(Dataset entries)
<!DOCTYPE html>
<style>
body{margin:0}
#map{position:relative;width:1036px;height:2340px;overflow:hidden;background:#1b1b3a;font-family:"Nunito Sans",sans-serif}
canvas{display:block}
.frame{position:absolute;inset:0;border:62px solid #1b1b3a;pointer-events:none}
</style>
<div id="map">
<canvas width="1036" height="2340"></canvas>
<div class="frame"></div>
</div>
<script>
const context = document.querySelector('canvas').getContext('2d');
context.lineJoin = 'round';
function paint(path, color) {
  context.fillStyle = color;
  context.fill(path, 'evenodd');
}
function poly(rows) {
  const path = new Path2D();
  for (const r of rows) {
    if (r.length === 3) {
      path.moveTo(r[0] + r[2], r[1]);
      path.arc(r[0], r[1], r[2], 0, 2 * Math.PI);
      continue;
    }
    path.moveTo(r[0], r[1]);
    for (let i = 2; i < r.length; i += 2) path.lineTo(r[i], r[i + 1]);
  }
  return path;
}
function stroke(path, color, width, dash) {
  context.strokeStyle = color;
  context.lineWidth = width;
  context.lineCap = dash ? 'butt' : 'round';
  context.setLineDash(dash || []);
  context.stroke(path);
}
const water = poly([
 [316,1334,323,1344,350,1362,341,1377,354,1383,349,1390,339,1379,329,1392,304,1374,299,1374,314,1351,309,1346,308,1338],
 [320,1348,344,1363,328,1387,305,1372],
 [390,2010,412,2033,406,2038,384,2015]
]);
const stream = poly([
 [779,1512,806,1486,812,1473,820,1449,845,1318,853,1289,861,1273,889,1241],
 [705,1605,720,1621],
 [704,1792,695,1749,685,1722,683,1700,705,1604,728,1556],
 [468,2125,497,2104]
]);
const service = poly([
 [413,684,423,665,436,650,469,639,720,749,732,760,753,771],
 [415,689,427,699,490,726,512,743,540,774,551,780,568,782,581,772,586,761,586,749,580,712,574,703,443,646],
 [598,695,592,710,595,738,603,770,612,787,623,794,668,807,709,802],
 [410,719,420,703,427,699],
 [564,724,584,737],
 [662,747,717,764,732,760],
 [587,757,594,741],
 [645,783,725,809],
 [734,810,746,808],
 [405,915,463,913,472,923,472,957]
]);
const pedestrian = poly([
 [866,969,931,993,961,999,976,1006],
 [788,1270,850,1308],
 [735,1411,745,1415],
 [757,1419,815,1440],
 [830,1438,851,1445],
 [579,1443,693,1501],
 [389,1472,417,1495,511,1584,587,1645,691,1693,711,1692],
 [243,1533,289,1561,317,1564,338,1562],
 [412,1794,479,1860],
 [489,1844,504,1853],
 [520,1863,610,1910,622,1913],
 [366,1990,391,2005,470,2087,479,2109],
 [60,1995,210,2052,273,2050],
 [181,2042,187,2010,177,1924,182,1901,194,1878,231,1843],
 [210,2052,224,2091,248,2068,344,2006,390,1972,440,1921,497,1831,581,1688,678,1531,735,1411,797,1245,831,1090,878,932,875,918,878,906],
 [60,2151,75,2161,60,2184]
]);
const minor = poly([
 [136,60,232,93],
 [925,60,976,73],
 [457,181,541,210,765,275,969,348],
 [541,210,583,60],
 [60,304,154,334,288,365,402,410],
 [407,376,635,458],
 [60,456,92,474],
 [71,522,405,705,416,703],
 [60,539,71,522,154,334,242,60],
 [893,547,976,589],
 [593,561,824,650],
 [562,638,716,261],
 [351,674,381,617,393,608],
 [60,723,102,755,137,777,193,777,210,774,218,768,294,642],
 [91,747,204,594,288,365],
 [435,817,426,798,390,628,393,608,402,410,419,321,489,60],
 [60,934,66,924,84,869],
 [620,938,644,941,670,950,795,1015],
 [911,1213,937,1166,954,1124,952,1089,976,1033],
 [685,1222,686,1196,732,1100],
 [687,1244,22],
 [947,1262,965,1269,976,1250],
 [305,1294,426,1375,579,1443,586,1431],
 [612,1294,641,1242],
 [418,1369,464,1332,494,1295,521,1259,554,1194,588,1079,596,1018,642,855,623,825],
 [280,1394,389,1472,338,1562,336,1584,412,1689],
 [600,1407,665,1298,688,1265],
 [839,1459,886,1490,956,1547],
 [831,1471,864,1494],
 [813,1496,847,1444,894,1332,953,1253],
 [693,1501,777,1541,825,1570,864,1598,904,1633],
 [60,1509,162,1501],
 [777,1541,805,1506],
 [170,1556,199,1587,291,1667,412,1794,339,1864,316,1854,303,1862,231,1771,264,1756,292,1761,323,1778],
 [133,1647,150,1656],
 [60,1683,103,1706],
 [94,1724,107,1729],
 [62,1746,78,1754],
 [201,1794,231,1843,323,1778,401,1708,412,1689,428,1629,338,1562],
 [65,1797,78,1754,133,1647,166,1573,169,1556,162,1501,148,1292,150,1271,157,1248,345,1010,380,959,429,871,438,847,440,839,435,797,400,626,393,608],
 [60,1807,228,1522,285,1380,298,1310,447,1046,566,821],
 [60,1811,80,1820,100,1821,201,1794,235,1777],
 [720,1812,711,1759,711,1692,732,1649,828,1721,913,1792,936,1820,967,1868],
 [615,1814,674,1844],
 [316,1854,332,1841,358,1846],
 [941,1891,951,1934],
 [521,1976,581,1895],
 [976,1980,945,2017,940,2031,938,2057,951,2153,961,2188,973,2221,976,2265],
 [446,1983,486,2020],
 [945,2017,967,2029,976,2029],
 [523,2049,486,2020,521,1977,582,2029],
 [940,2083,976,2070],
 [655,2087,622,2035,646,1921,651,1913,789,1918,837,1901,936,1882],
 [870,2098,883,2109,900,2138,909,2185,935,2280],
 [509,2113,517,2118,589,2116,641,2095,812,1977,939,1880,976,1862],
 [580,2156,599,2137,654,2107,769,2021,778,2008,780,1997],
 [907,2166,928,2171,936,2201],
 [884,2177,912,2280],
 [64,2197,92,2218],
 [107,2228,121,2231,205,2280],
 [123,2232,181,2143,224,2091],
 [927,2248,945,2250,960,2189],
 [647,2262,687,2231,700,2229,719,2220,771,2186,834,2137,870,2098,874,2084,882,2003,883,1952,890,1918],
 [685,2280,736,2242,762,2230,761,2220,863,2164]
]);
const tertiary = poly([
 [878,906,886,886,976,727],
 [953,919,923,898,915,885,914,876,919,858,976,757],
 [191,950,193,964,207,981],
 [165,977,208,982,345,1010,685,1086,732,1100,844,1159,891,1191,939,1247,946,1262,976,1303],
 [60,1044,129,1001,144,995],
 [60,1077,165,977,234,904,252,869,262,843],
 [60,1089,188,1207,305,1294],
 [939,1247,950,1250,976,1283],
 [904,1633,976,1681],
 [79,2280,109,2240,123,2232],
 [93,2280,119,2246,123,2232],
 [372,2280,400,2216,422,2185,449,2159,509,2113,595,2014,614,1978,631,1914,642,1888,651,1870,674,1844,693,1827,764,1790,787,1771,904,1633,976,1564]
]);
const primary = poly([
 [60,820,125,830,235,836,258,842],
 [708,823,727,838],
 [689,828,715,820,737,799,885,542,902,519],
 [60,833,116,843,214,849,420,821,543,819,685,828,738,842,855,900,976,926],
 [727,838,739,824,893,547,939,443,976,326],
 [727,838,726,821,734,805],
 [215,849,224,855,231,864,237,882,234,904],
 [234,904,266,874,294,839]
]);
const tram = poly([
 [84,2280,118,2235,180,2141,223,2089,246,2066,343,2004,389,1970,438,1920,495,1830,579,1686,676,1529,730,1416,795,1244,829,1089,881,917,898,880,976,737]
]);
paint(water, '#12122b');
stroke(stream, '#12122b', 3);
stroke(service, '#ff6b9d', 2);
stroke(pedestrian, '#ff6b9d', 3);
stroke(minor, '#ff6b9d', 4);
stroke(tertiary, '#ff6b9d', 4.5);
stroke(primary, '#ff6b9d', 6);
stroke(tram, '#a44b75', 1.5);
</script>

▸ **About this exercise**
Begin at the first line of the entries above and copy every line exactly, ending with the line that contains "context.fillStyle = color;".

▸ **Final answer**
<!DOCTYPE html>
<style>
body{margin:0}
#map{position:relative;width:1036px;height:2340px;overflow:hidden;background:#1b1b3a;font-family:"Nunito Sans",sans-serif}
canvas{display:block}
.frame{position:absolute;inset:0;border:62px solid #1b1b3a;pointer-events:none}
</style>
<div id="map">
<canvas width="1036" height="2340"></canvas>
<div class="frame"></div>
</div>
<script>
const context = document.querySelector('canvas').getContext('2d');
context.lineJoin = 'round';
function paint(path, color) {
  context.fillStyle = color;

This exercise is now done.